[[ Data listing, beginning ]]

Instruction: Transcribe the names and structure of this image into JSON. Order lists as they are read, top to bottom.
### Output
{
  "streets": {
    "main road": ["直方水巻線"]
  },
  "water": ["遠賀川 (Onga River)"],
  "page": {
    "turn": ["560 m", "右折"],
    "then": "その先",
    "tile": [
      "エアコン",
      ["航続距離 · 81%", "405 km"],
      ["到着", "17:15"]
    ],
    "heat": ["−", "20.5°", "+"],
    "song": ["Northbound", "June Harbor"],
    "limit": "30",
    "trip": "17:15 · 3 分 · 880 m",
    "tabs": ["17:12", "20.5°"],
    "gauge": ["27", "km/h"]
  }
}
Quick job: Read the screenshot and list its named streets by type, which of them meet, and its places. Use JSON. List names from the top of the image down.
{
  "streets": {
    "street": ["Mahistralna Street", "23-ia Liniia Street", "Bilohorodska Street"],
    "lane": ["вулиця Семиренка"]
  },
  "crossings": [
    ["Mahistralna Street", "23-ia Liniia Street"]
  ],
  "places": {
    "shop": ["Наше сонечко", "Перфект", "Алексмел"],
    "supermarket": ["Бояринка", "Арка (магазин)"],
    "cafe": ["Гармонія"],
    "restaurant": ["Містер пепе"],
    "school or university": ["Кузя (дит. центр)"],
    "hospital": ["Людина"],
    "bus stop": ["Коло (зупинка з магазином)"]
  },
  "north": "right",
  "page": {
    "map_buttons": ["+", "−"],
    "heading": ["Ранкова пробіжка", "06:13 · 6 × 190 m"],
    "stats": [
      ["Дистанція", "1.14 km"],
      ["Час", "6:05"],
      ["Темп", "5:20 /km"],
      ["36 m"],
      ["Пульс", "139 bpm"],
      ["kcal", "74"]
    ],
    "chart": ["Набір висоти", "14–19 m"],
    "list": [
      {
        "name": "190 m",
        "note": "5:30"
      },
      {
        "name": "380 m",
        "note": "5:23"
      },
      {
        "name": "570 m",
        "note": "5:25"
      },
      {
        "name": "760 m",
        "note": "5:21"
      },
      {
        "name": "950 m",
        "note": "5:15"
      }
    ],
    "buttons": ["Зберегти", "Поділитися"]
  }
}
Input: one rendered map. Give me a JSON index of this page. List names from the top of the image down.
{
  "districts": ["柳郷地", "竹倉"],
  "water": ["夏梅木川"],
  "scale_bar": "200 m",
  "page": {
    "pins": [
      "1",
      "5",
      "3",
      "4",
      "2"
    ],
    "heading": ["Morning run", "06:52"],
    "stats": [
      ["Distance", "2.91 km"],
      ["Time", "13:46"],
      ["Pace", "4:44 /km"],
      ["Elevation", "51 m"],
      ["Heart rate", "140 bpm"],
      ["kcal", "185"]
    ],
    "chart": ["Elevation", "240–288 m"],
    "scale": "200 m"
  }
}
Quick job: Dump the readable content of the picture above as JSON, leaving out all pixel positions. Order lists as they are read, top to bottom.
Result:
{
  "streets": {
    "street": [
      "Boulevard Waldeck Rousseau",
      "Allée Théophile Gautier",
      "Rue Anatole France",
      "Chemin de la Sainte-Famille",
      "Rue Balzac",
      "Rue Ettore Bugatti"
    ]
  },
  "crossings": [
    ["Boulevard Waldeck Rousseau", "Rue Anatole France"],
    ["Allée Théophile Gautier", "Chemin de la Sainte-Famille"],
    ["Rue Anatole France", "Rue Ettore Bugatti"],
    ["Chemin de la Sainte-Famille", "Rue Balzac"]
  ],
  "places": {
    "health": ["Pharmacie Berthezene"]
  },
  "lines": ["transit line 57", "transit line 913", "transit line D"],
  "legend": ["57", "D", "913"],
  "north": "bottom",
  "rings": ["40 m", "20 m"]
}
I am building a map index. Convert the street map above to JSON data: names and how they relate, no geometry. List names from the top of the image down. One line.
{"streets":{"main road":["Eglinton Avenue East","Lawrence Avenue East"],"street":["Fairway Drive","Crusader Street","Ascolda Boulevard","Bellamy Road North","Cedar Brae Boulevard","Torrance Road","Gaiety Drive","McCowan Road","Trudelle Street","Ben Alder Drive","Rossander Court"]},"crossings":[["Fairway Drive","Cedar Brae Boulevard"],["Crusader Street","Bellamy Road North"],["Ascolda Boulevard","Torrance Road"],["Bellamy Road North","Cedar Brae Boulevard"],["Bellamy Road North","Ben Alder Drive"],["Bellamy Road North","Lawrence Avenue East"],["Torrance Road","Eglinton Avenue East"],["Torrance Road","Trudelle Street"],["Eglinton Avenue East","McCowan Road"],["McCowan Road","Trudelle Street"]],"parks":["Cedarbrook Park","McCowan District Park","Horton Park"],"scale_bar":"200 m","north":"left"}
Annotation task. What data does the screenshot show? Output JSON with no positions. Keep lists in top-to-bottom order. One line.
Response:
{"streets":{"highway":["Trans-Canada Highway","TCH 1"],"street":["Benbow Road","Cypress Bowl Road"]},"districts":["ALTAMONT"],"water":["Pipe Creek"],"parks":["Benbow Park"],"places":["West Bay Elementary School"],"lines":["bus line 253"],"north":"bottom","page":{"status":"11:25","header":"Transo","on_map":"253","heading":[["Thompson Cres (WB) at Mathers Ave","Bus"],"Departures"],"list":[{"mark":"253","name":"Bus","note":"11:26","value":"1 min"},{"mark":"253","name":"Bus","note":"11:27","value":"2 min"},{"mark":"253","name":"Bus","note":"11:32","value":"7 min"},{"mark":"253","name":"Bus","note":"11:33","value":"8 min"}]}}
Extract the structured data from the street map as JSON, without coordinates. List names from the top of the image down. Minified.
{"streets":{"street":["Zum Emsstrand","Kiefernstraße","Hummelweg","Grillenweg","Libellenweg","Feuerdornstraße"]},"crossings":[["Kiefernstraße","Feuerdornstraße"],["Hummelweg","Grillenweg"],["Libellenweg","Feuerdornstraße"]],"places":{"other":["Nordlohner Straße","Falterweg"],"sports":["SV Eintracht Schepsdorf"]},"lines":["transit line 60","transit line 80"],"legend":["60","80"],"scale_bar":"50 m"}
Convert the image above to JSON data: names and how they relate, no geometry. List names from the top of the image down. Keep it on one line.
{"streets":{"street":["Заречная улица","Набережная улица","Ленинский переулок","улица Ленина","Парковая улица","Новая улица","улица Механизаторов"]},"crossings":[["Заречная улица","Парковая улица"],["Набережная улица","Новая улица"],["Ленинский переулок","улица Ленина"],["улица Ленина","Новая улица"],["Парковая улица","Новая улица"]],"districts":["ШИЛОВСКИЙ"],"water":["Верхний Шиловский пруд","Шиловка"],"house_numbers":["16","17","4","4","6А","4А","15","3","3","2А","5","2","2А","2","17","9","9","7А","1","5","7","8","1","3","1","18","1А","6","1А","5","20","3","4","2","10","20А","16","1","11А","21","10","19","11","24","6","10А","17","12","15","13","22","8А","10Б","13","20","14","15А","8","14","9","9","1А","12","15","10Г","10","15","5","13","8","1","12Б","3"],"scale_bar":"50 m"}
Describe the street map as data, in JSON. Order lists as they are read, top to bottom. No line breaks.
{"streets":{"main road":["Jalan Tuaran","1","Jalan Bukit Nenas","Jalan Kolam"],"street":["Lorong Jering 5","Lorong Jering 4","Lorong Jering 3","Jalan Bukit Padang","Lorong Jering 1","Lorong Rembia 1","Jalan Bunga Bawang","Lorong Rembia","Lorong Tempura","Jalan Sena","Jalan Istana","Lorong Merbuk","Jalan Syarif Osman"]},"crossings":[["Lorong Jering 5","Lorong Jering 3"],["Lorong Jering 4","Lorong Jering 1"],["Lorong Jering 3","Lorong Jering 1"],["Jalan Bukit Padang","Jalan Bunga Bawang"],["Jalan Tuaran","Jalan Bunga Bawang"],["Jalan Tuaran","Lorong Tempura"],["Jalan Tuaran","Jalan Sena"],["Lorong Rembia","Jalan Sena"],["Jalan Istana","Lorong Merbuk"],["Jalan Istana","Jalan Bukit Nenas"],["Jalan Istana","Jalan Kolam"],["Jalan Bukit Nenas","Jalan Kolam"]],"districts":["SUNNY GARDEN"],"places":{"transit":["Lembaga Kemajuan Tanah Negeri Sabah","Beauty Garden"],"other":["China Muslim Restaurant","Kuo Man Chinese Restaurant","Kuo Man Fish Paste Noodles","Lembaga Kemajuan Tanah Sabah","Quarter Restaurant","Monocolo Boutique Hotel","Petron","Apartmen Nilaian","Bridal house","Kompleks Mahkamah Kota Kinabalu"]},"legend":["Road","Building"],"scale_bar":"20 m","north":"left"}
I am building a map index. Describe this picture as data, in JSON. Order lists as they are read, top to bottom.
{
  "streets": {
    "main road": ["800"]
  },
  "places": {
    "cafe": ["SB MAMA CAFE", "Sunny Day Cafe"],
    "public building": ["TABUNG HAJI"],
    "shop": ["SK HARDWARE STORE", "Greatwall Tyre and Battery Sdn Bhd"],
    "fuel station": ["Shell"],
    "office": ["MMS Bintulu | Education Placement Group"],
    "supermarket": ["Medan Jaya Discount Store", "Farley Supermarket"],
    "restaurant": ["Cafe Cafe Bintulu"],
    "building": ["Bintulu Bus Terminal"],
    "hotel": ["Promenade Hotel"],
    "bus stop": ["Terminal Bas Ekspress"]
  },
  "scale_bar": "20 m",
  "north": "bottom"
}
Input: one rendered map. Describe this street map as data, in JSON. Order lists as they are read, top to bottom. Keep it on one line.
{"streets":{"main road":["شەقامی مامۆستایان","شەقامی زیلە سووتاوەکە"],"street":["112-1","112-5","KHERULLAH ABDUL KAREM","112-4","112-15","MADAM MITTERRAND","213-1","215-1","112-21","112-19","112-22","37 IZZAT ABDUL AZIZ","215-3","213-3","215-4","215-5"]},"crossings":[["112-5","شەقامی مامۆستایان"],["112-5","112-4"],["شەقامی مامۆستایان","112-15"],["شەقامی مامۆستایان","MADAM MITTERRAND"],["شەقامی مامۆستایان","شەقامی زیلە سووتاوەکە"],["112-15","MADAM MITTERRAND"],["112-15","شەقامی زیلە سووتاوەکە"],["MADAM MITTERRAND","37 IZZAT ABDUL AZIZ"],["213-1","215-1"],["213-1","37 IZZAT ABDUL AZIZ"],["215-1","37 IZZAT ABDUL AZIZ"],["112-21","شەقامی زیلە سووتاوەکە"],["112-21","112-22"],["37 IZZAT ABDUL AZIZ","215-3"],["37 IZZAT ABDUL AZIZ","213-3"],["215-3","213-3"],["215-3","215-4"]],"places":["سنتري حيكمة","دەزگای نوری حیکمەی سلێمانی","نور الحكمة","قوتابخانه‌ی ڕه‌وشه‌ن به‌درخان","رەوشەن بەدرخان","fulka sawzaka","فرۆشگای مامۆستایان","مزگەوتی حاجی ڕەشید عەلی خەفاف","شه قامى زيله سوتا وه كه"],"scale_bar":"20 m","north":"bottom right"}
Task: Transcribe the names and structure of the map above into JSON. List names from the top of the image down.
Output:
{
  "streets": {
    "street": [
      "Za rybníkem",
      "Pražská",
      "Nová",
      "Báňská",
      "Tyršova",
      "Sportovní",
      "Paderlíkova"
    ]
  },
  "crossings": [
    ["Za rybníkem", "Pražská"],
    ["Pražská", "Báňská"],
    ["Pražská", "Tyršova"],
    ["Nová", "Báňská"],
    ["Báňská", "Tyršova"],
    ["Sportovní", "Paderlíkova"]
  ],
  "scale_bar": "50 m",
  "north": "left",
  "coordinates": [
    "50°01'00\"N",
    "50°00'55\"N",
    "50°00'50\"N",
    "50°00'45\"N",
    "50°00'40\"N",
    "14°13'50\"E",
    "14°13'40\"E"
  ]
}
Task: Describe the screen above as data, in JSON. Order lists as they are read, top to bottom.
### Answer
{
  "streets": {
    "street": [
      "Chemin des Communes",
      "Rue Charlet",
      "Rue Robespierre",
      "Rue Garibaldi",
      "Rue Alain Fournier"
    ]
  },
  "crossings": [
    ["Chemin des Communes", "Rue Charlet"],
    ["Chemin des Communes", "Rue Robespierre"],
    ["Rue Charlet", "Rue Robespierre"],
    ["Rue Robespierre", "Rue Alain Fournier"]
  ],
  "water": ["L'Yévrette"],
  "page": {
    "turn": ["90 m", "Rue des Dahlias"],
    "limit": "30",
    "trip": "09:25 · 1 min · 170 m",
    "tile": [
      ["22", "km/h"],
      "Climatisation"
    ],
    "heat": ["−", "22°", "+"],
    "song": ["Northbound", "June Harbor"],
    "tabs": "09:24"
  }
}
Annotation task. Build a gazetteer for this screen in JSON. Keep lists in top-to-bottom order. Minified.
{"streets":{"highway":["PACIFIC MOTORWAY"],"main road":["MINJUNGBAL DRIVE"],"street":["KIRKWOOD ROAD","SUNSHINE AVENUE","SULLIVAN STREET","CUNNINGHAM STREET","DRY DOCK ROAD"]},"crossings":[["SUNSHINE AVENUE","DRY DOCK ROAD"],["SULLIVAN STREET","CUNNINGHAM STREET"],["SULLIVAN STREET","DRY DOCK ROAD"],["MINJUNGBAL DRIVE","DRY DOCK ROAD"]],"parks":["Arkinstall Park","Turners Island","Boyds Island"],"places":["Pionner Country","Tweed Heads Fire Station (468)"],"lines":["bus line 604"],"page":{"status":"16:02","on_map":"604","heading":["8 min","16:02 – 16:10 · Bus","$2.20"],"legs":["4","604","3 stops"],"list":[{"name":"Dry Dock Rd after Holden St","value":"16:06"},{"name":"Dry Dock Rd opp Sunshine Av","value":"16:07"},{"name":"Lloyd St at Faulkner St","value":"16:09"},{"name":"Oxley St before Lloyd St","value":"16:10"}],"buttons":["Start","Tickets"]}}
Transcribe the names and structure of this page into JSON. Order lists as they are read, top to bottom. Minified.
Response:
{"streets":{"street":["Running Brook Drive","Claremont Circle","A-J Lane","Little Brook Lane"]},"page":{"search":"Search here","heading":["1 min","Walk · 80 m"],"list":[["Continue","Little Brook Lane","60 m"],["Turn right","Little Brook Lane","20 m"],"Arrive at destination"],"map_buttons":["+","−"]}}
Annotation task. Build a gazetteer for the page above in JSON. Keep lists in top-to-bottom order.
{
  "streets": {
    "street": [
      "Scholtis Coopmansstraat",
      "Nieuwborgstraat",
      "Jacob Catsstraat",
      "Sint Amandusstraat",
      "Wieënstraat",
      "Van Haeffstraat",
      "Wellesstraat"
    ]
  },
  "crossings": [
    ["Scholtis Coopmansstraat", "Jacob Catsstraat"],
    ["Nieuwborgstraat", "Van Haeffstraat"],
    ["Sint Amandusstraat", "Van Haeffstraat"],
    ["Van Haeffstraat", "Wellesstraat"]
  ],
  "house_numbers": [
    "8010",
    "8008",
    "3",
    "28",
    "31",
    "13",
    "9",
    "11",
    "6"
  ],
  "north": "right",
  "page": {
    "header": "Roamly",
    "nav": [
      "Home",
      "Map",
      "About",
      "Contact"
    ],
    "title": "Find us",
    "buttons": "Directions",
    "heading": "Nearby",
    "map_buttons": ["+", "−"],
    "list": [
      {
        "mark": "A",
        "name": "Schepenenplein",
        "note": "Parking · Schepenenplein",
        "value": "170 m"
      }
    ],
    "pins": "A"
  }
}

[[ Data listing, end ]]

Assignment: Show a copy of each line from the records above in which the string "Transcribe" occurs.

Exercise result:
Instruction: Transcribe the names and structure of this image into JSON. Order lists as they are read, top to bottom.
Task: Transcribe the names and structure of the map above into JSON. List names from the top of the image down.
Transcribe the names and structure of this page into JSON. Order lists as they are read, top to bottom. Minified.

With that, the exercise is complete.